Brief :: Retype the records in full, and please keep the pictures out of the copy.

+ + + + +

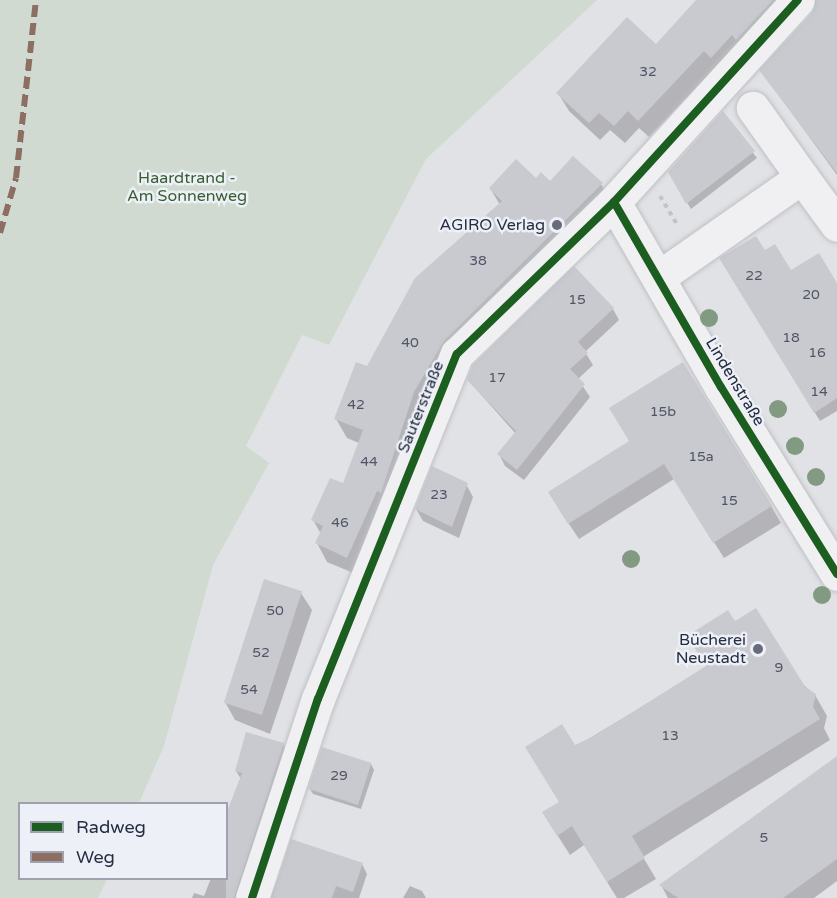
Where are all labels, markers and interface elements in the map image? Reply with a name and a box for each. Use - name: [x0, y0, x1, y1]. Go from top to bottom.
- house number: 32: [639, 64, 657, 80]
- park label: Haardtrand - Am Sonnenweg: [127, 168, 247, 206]
- place label: AGIRO Verlag: [440, 215, 545, 235]
- marker: AGIRO Verlag: [550, 218, 564, 232]
- house number: 38: [469, 253, 487, 269]
- house number: 22: [745, 268, 763, 284]
- house number: 20: [802, 287, 820, 303]
- house number: 15: [568, 292, 586, 308]
- house number: 18: [782, 330, 800, 346]
- street label: Lindenstraße: [701, 334, 769, 430]
- house number: 40: [401, 335, 419, 351]
- house number: 16: [808, 345, 826, 361]
- street label: Sauterstraße: [394, 358, 448, 456]
- house number: 17: [488, 370, 506, 386]
- house number: 14: [810, 384, 828, 400]
- house number: 42: [347, 397, 365, 413]
- house number: 15b: [650, 404, 676, 420]
- house number: 15a: [688, 449, 714, 465]
- house number: 44: [360, 454, 378, 470]
- house number: 23: [430, 487, 448, 503]
- house number: 15: [720, 493, 738, 509]
- house number: 46: [331, 515, 349, 531]
- house number: 50: [266, 603, 284, 619]
- place label: Bücherei Neustadt: [676, 630, 746, 668]
- marker: Bücherei Neustadt: [751, 642, 765, 656]
- house number: 52: [252, 645, 270, 661]
- house number: 9: [775, 660, 783, 676]
- house number: 54: [240, 682, 258, 698]
- house number: 13: [661, 728, 679, 744]
- house number: 29: [330, 768, 348, 784]
- legend: [18, 802, 228, 880]
- text: Radweg: [76, 816, 146, 838]
- house number: 5: [760, 830, 768, 846]
- text: Weg: [76, 846, 115, 868]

+ + + + +

Finished exercise ::
Where are all labels, markers and interface elements in the map image? Reply with a name and a box for each. Use - name: [x0, y0, x1, y1]. Go from top to bottom.
- house number: 32: [639, 64, 657, 80]
- park label: Haardtrand - Am Sonnenweg: [127, 168, 247, 206]
- place label: AGIRO Verlag: [440, 215, 545, 235]
- marker: AGIRO Verlag: [550, 218, 564, 232]
- house number: 38: [469, 253, 487, 269]
- house number: 22: [745, 268, 763, 284]
- house number: 20: [802, 287, 820, 303]
- house number: 15: [568, 292, 586, 308]
- house number: 18: [782, 330, 800, 346]
- street label: Lindenstraße: [701, 334, 769, 430]
- house number: 40: [401, 335, 419, 351]
- house number: 16: [808, 345, 826, 361]
- street label: Sauterstraße: [394, 358, 448, 456]
- house number: 17: [488, 370, 506, 386]
- house number: 14: [810, 384, 828, 400]
- house number: 42: [347, 397, 365, 413]
- house number: 15b: [650, 404, 676, 420]
- house number: 15a: [688, 449, 714, 465]
- house number: 44: [360, 454, 378, 470]
- house number: 23: [430, 487, 448, 503]
- house number: 15: [720, 493, 738, 509]
- house number: 46: [331, 515, 349, 531]
- house number: 50: [266, 603, 284, 619]
- place label: Bücherei Neustadt: [676, 630, 746, 668]
- marker: Bücherei Neustadt: [751, 642, 765, 656]
- house number: 52: [252, 645, 270, 661]
- house number: 9: [775, 660, 783, 676]
- house number: 54: [240, 682, 258, 698]
- house number: 13: [661, 728, 679, 744]
- house number: 29: [330, 768, 348, 784]
- legend: [18, 802, 228, 880]
- text: Radweg: [76, 816, 146, 838]
- house number: 5: [760, 830, 768, 846]
- text: Weg: [76, 846, 115, 868]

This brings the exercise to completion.